===== INFORMATION PROVIDED

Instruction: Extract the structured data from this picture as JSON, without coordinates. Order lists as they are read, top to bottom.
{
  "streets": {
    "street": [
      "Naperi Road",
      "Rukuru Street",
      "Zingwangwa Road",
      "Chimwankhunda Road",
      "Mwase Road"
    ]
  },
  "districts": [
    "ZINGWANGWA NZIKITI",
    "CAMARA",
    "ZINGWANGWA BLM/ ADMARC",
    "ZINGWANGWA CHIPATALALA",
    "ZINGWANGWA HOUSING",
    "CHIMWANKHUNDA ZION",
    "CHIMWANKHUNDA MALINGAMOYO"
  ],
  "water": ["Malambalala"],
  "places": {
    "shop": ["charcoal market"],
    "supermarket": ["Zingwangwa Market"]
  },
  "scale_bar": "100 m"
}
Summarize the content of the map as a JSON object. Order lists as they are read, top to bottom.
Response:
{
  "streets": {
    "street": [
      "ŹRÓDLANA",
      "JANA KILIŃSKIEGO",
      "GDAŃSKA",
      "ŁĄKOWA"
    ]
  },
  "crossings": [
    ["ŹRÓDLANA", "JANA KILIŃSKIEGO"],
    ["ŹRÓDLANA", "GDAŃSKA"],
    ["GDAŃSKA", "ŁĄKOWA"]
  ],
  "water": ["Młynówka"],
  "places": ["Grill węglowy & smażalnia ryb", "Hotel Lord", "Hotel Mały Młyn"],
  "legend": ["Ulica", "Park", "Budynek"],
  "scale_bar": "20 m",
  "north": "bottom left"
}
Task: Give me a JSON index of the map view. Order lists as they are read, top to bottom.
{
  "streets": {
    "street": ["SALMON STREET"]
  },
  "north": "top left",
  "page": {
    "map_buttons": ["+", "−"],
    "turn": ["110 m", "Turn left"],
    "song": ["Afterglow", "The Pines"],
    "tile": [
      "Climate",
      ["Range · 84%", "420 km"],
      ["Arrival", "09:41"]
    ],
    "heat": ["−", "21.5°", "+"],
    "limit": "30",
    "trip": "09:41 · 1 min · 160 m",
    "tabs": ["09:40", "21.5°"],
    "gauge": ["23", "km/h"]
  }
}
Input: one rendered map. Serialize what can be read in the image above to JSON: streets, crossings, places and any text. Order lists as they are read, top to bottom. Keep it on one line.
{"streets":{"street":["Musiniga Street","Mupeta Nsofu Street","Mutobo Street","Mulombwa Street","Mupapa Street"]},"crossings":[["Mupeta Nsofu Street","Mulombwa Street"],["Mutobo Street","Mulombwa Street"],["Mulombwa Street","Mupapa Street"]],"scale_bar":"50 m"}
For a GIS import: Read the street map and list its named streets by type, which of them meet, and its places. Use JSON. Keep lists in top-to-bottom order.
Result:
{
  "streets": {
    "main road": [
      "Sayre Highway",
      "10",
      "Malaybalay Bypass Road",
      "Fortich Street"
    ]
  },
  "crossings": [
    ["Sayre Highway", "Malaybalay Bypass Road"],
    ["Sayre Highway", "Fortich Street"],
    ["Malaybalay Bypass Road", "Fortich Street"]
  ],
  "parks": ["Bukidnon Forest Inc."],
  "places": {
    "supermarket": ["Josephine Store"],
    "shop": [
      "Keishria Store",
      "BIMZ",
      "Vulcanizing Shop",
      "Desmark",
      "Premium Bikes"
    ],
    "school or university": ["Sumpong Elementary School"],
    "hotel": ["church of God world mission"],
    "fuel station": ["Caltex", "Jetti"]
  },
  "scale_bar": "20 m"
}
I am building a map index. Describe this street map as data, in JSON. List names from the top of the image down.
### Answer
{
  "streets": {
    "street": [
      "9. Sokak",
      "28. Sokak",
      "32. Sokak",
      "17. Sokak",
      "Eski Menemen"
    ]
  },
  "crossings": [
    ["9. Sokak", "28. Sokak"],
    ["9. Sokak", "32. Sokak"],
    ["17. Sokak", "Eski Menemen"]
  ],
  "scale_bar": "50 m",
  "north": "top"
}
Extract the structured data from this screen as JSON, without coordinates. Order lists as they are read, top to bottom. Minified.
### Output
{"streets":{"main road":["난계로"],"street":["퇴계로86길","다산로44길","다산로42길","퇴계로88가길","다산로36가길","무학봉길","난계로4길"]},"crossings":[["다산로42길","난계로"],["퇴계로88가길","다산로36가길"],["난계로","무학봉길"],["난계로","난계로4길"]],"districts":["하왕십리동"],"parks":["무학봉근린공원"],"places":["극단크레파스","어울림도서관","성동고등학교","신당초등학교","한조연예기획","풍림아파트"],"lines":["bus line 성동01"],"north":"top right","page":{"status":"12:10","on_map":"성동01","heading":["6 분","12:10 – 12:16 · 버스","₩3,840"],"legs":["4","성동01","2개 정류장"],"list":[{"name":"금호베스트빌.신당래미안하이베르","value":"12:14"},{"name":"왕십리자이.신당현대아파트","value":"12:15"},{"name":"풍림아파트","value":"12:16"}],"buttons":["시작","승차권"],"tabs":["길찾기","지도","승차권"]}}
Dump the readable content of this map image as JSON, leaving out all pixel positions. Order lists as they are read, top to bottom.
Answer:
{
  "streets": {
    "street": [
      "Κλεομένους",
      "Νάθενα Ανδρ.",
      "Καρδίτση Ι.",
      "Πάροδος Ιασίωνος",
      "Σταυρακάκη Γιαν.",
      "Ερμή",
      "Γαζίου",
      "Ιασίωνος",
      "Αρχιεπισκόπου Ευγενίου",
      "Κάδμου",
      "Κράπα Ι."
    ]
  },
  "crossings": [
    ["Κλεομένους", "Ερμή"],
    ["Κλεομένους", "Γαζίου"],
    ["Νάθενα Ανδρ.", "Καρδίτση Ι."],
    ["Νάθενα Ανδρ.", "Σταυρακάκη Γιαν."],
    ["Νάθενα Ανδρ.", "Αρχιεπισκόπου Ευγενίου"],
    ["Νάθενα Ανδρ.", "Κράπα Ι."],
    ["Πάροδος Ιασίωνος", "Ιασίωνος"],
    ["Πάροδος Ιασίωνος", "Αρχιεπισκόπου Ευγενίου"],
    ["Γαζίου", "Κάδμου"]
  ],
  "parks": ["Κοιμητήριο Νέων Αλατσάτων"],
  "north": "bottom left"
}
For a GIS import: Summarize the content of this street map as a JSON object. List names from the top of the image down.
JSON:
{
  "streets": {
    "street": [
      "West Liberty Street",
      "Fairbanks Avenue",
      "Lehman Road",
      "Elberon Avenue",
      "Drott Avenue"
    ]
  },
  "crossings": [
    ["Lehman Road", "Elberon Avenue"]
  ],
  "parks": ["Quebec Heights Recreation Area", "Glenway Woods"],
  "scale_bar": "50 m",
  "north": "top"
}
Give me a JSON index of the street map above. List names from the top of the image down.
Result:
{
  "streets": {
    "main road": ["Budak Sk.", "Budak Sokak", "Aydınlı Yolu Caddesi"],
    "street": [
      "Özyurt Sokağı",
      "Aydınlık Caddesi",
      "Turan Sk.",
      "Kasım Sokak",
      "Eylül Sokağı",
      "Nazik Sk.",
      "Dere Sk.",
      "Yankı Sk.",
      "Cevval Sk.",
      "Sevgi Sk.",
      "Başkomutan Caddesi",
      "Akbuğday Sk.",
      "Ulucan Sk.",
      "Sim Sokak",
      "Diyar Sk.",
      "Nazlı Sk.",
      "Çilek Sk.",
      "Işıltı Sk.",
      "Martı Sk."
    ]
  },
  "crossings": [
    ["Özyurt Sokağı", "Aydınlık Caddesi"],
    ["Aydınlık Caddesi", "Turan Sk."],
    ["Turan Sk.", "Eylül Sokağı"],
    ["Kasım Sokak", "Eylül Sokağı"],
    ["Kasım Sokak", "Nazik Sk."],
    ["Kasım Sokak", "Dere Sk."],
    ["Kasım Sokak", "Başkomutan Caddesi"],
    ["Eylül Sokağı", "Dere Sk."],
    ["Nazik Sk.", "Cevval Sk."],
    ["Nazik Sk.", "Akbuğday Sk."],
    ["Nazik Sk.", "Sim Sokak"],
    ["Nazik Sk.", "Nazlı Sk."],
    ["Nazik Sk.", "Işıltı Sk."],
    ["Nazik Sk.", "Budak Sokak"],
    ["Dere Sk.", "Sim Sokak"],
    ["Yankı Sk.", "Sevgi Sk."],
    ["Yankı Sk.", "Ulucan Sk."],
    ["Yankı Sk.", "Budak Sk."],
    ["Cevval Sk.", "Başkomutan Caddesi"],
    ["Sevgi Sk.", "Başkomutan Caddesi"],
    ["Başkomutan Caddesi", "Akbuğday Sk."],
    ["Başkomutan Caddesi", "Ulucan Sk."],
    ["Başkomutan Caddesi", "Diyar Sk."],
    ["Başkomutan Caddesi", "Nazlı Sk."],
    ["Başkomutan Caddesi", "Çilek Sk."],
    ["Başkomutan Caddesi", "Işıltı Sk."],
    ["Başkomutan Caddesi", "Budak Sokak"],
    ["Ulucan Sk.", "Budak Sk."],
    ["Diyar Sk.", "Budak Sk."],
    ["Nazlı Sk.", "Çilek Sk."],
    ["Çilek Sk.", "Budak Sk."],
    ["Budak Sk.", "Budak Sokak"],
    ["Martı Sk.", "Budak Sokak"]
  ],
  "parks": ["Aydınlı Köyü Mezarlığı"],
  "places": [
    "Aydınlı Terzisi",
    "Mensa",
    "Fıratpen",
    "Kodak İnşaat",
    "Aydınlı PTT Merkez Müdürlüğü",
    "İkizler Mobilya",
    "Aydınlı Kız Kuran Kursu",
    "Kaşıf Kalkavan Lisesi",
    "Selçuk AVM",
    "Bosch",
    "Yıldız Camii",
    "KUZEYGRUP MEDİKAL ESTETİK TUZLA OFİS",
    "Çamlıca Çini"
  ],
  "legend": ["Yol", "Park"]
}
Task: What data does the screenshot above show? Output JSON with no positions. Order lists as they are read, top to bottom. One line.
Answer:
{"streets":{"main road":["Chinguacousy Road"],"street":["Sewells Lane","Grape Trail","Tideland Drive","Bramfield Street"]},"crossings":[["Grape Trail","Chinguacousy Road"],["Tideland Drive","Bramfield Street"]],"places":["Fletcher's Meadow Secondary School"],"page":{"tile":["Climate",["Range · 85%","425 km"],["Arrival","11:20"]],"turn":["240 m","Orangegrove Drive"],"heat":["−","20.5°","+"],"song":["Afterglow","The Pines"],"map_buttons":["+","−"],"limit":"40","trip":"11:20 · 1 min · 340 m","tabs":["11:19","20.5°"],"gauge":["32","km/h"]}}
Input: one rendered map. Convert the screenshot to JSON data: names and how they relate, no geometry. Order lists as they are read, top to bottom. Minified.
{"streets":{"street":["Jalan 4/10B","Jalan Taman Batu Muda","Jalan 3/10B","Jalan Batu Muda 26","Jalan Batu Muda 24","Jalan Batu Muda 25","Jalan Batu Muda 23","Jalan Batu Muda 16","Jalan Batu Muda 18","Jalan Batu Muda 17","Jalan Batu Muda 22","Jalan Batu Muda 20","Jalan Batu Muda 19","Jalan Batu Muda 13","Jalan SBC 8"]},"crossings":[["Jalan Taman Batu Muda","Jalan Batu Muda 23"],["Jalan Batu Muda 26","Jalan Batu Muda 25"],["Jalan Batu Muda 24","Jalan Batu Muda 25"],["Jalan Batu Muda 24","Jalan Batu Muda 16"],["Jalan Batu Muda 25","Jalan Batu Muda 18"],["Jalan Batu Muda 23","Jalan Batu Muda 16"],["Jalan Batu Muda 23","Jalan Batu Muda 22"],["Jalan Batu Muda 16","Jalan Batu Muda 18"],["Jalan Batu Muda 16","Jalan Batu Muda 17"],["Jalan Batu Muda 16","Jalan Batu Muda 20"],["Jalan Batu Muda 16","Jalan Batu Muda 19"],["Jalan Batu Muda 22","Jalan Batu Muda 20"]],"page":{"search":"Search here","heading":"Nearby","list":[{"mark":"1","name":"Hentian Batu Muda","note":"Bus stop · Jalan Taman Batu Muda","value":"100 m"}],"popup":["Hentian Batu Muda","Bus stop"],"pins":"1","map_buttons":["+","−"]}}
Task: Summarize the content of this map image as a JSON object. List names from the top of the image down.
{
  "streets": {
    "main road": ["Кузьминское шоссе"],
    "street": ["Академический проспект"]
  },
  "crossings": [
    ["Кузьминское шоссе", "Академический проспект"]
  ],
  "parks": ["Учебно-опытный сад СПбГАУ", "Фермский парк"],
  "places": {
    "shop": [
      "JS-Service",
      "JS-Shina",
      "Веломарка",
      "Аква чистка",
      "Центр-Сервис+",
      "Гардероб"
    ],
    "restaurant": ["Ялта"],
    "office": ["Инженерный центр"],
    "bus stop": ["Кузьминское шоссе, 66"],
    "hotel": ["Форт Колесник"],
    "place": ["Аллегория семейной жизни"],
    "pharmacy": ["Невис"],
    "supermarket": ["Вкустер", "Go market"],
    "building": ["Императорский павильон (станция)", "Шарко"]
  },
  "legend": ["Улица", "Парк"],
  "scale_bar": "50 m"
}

==========

### WHAT THE EXERCISE ASKS
Please go through the data above and copy every line that has the word "legend".

### RESPONSE FOR THIS EXERCISE
  "legend": ["Ulica", "Park", "Budynek"],
  "legend": ["Yol", "Park"]
  "legend": ["Улица", "Парк"],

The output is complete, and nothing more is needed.